Can LLMs Follow Simple Rules?

Paper · arXiv 2311.04235 · Published November 6, 2023
Reasoning Logic Internal Rules

https://arxiv.org/abs/2311.04235

Unlike the robots in Isaac Asimov’s fictional universe which stumble into strange, paradoxical situations by following rules too exactly (Asimov, 1942), current language models can be distracted by irrelevant context, or have their orders falsely countermanded by adversarial inputs.

...it is important for model behavior to be truly grounded in the provided rules rather than relying on spurious cues and merely appearing to do so. These properties will be important components in creating safe and trustworthy AI products.

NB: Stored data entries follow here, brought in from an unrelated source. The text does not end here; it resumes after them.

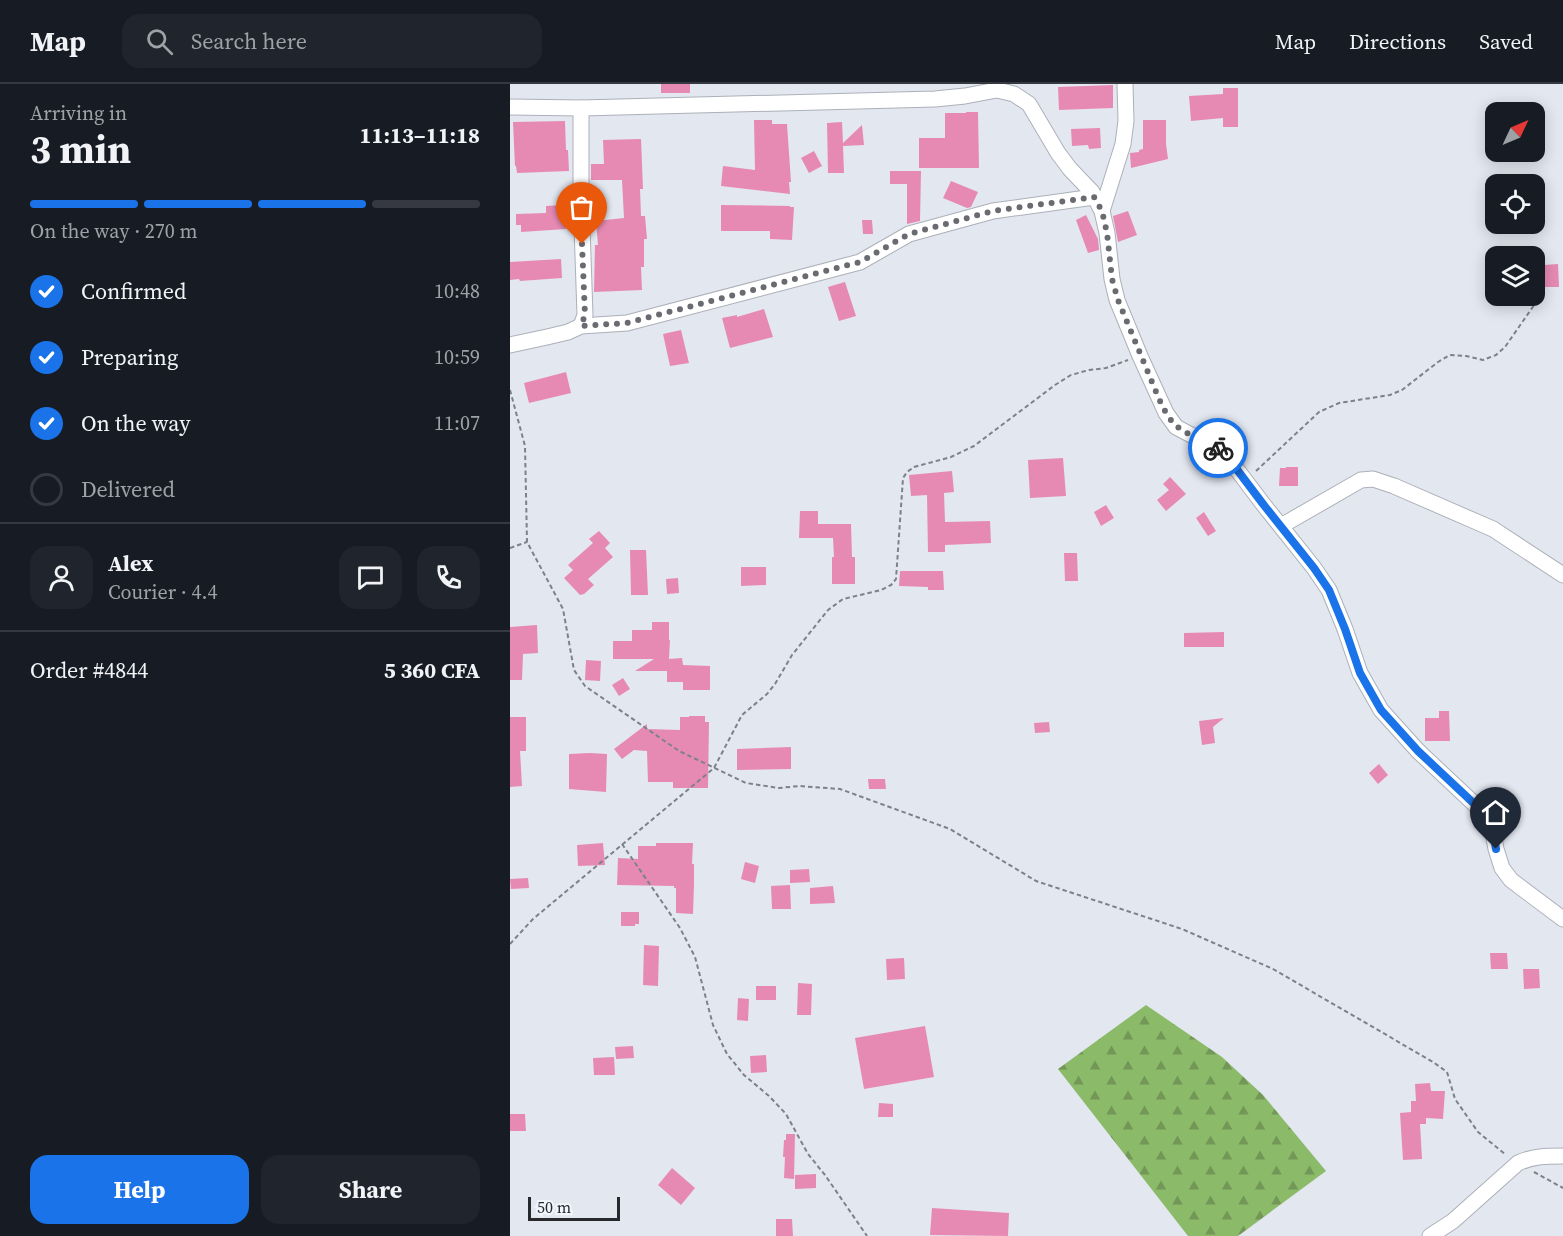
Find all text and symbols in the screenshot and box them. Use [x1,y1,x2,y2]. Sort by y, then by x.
search box [122,14,542,68]
text: Map [30,22,86,60]
icon: search [143,25,176,58]
text: Search here [191,26,307,56]
text: Map [1275,27,1316,56]
text: Directions [1349,27,1446,56]
text: Saved [1479,27,1533,56]
text: Arriving in [30,99,127,127]
north arrow [1485,102,1545,162]
map controls [1485,102,1545,306]
text: 11:13–11:18 [360,120,480,150]
text: 3 min [30,123,131,176]
button: locate [1485,174,1545,234]
pin [556,182,607,244]
icon: bag [565,191,598,224]
text: On the way · 270 m [30,217,197,245]
button: layers [1485,246,1545,306]
icon: check [30,275,63,308]
text: Confirmed [81,276,186,306]
text: 10:48 [434,277,480,305]
icon: check [30,341,63,374]
text: Preparing [81,342,178,372]
text: 10:59 [434,343,480,371]
icon: check [30,407,63,440]
text: On the way [81,408,190,438]
text: 11:07 [434,409,480,437]
courier [1188,418,1248,478]
icon: bike [1202,432,1235,465]
text: Delivered [81,474,175,504]
button: person [30,546,93,609]
button: chat [339,546,402,609]
button: phone [417,546,480,609]
text: Alex [108,548,153,578]
text: Courier · 4.4 [108,578,217,606]
text: Order #4844 [30,655,148,685]
text: 5 360 CFA [384,655,480,685]
pin [1470,787,1521,849]
icon: home [1479,796,1512,829]
button: Help [30,1155,249,1224]
button: Share [261,1155,480,1224]
scale bar [528,1194,620,1222]
text: 50 m [537,1196,571,1218]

Many rules we might want to impose on the behavior of language model assistants are simple in concept and easily expressed in natural language. For instance, a shoe store using a language model to answer customer support queries may want the model to decline questions unrelated to their products. One way of applying such rules to the model is to include them as part of model’s prompt and leverage the instruction-following capabilities of the model to condition subsequent outputs. Some models support system messages that are intended to support this purpose, though we find these only offer marginal improvements in reliability.

we introduce a new benchmark, Rule-following Language Evaluation Scenarios (RULES), to automatically evaluate how well a language model follows a variety of rules. In each scenario, the model is instructed to engage in role-playing activity while adhering to a set of rules. Analogous to Anthropic’s Harmless and Helpful framework (Bai et al., 2022b), our rules require the model to either refrain from or engage in behaviors, and can also be thought of as safety and liveness properties in computer systems (Lamport, 1977).

we find that the vast majority of models fail to follow the rules on a significant fraction of test cases.